Testing in production has gotten a bad rap. People act like testing in production implies you aren’t doing due diligence with your tests before production. But it’s more like a fact of life: you can only catch the easy bugs in staging—the known-unknowns, the things you predicted would fail, and the things that have failed before. Which isn’t nothing, but it’s no better than running tests on your laptop.
Most interesting problems are only going to manifest under real workloads, on real data, with real users doing unpredictable things under real concurrency and resource pressure. So you should use much fewer of your scarce engineering cycles poring over staging and much more of them building guard rails for prod. Production—where your customers live—is the only environment that matters. Time spent interacting with nonprod systems is wasted time. Replicas are not valuable for helping build your instincts, your skill set, your intuition. Secondary environments actually train you to expect faulty assumptions and to take dangerous shortcuts and run terrifying commands. You should force people to develop and test on production as much as possible and interact with production every day.
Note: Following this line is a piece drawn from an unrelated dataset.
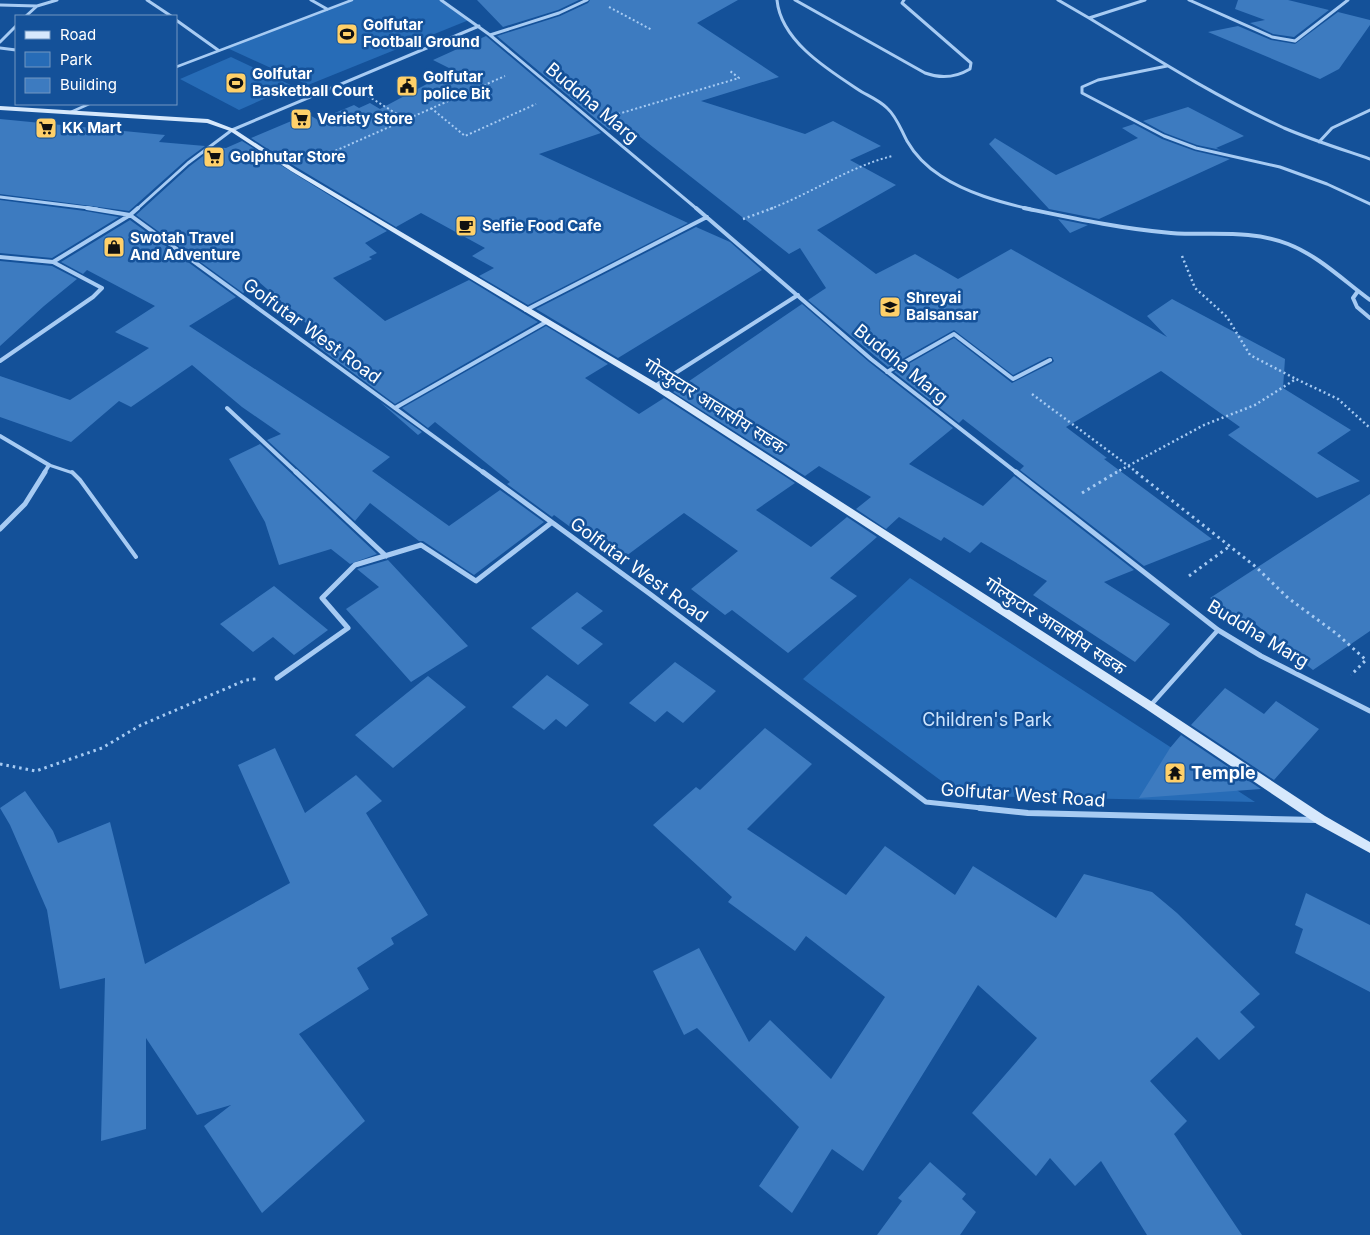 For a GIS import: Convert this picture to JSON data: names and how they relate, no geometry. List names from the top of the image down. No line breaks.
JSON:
{"streets":{"main road":["गोल्फुटार आवासीय सडक"],"street":["Buddha Marg","Golfutar West Road"]},"crossings":[["Golfutar West Road","गोल्फुटार आवासीय सडक"]],"parks":["Children's Park"],"places":{"sports":["Golfutar Football Ground","Golfutar Basketball Court"],"public building":["Golfutar police Bit"],"supermarket":["Veriety Store","KK Mart","Golphutar Store"],"cafe":["Selfie Food Cafe"],"shop":["Swotah Travel And Adventure"],"school or university":["Shreyai Balsansar"],"temple":["Temple"]},"legend":["Road","Park","Building"]}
Charity Majors dives into tooling and shares ways to harden production and make it safe for engineers to do their work directly on it—from deploys and canarying to feature flags, instrumentation and observability, human practices and workflows, and much more.
Charity Majors is the cofounder and CTO of Honeycomb, a startup that provides the first and (thus far) only observability solution for modern systems. She’s the coauthor of Database Reliability Engineering (the unicorn book) and previously worked at Parse, Facebook, and Linden Lab. She tests in prod.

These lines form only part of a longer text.